EXERCISE: Please report each line in the material below that includes "from".

EXERCISE DATA:
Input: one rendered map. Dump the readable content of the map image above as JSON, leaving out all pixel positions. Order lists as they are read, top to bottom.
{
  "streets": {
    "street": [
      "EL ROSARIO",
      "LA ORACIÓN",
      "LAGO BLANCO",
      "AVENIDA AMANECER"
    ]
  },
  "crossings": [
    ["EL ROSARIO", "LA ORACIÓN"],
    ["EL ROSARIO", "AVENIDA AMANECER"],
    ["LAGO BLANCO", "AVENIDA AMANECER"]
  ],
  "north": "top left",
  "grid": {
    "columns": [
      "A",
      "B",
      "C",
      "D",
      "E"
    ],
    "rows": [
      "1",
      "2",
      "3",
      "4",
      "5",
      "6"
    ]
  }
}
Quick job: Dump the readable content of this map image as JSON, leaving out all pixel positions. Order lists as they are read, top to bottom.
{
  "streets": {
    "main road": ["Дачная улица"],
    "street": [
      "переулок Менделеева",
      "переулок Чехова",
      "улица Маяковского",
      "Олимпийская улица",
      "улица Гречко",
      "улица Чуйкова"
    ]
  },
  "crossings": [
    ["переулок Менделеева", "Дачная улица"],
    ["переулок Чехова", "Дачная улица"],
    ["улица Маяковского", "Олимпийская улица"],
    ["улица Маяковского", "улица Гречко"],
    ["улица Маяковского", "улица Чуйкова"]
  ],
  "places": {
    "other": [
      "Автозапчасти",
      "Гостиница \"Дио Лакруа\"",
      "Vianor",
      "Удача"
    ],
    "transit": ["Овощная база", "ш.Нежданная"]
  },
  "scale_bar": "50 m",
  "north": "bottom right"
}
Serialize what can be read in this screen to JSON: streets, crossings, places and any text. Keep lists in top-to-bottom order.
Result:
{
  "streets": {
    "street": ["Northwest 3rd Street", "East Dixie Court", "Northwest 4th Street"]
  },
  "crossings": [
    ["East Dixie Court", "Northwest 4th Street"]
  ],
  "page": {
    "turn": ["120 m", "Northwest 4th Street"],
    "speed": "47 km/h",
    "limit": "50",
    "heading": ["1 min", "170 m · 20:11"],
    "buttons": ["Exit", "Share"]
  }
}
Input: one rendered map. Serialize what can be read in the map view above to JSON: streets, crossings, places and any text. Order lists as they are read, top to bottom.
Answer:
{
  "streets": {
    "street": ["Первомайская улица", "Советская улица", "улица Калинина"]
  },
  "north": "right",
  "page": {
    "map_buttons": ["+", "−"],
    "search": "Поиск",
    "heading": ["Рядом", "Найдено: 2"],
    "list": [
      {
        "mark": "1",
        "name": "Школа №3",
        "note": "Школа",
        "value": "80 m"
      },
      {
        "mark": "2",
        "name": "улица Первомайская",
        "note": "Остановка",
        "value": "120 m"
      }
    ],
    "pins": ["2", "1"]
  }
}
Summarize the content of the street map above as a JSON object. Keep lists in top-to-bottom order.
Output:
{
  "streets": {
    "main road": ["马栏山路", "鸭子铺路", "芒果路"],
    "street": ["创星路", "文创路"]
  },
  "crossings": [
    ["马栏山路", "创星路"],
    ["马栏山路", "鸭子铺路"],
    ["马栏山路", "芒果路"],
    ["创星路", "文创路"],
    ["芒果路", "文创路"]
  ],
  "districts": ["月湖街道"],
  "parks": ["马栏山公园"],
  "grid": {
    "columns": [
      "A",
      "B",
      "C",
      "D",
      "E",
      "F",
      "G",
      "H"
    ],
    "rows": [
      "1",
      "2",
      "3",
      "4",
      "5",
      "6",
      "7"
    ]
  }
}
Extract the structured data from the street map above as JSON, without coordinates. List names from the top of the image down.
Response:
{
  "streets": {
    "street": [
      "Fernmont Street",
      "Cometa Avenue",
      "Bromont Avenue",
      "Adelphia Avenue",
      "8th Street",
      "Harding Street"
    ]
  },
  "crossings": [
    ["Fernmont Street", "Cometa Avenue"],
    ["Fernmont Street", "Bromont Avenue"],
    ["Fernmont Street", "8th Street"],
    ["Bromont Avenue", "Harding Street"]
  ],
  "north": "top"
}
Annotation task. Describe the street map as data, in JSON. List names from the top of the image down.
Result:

EXERCISE SOLUTION:
Extract the structured data from the street map above as JSON, without coordinates. List names from the top of the image down.
Annotation task. Describe the street map as data, in JSON. List names from the top of the image down.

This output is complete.